- **The task**:
The listing below is to be written out word for word, minus its images.
********************
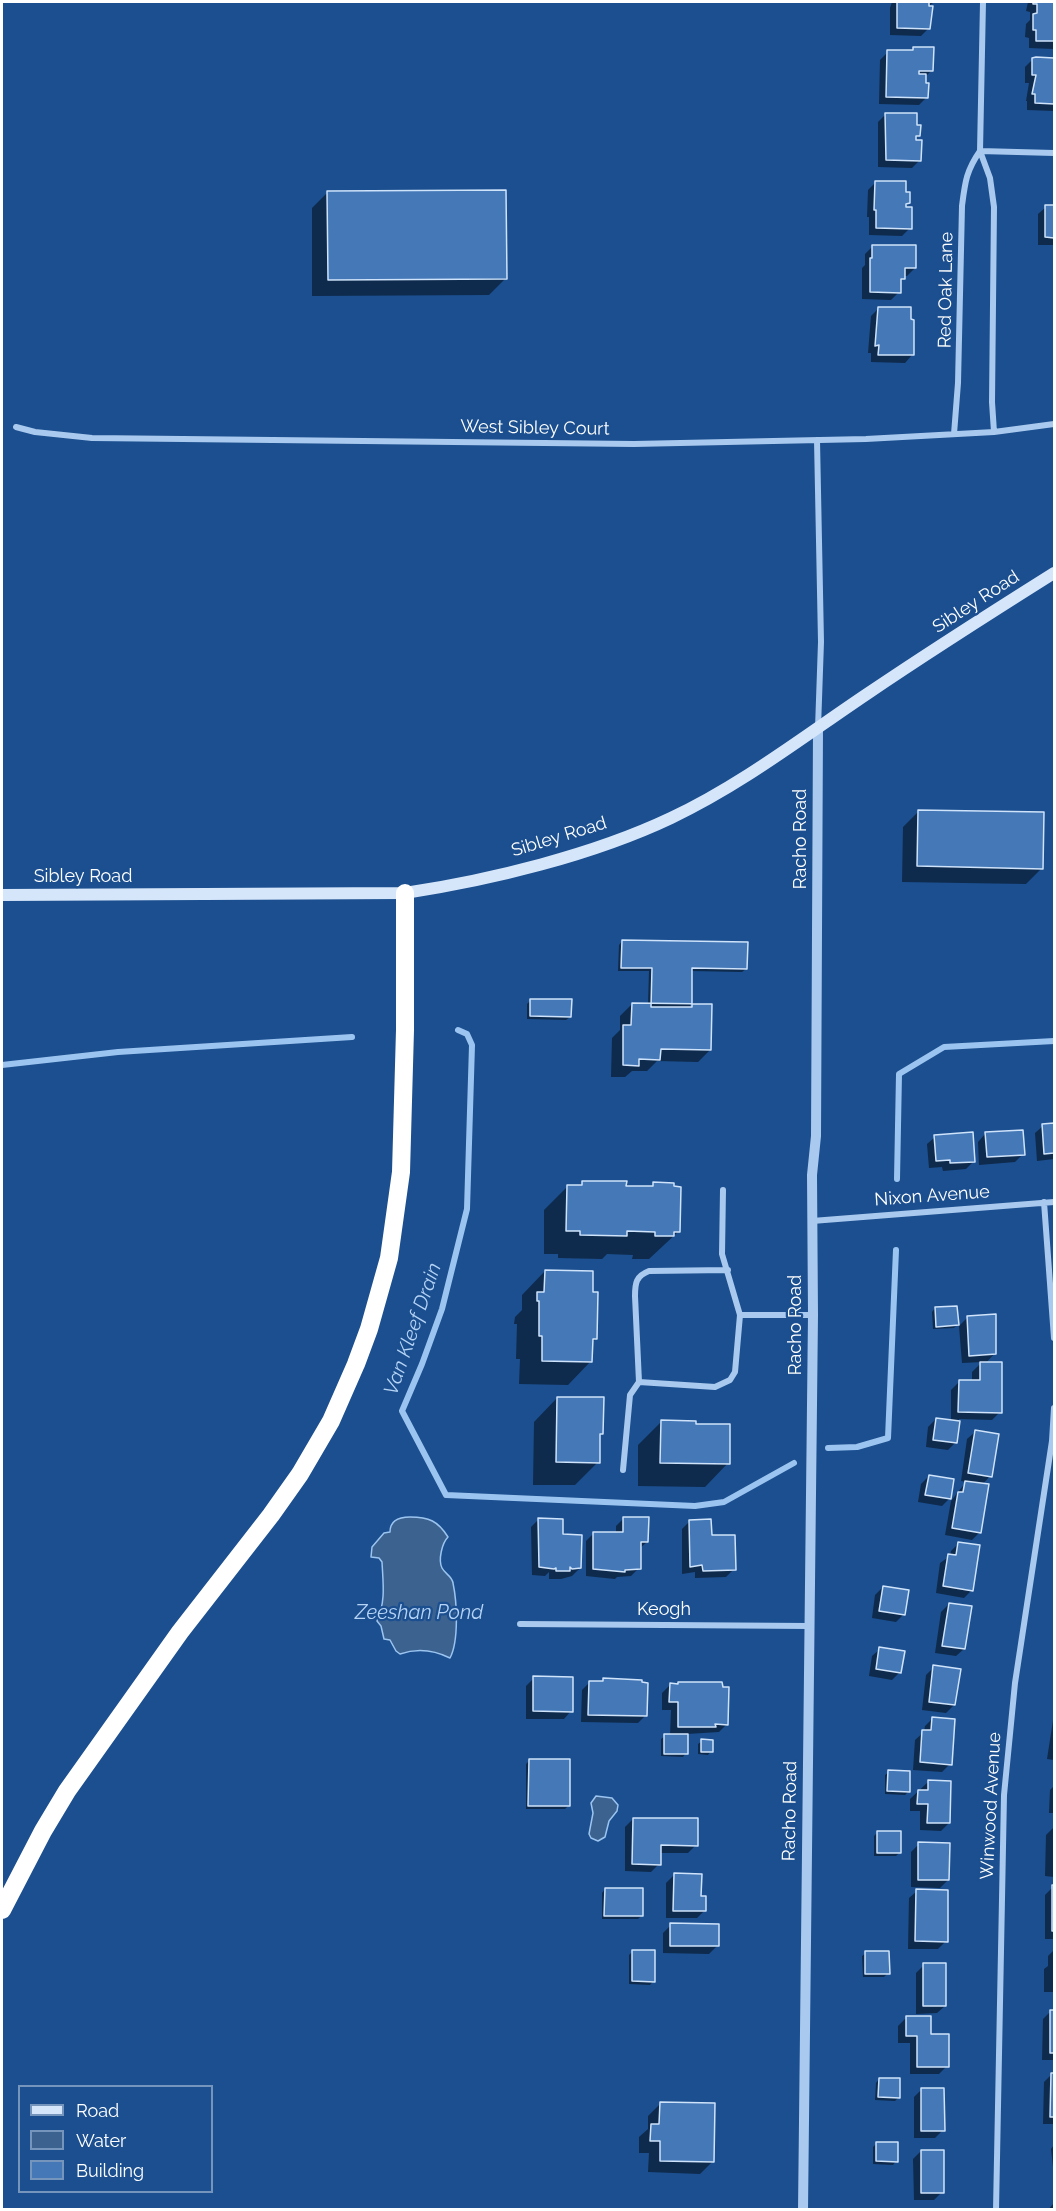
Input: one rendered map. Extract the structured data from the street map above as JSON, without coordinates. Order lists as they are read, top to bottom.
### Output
{
  "streets": {
    "main road": ["Sibley Road"],
    "street": [
      "Red Oak Lane",
      "West Sibley Court",
      "Racho Road",
      "Nixon Avenue",
      "Keogh",
      "Winwood Avenue"
    ]
  },
  "crossings": [
    ["Red Oak Lane", "West Sibley Court"],
    ["West Sibley Court", "Racho Road"],
    ["Sibley Road", "Racho Road"],
    ["Racho Road", "Nixon Avenue"],
    ["Racho Road", "Keogh"]
  ],
  "water": ["Van Kleef Drain", "Zeeshan Pond"],
  "legend": ["Road", "Water", "Building"]
}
********************
- **Your solution**:
Input: one rendered map. Extract the structured data from the street map above as JSON, without coordinates. Order lists as they are read, top to bottom.
### Output
{
  "streets": {
    "main road": ["Sibley Road"],
    "street": [
      "Red Oak Lane",
      "West Sibley Court",
      "Racho Road",
      "Nixon Avenue",
      "Keogh",
      "Winwood Avenue"
    ]
  },
  "crossings": [
    ["Red Oak Lane", "West Sibley Court"],
    ["West Sibley Court", "Racho Road"],
    ["Sibley Road", "Racho Road"],
    ["Racho Road", "Nixon Avenue"],
    ["Racho Road", "Keogh"]
  ],
  "water": ["Van Kleef Drain", "Zeeshan Pond"],
  "legend": ["Road", "Water", "Building"]
}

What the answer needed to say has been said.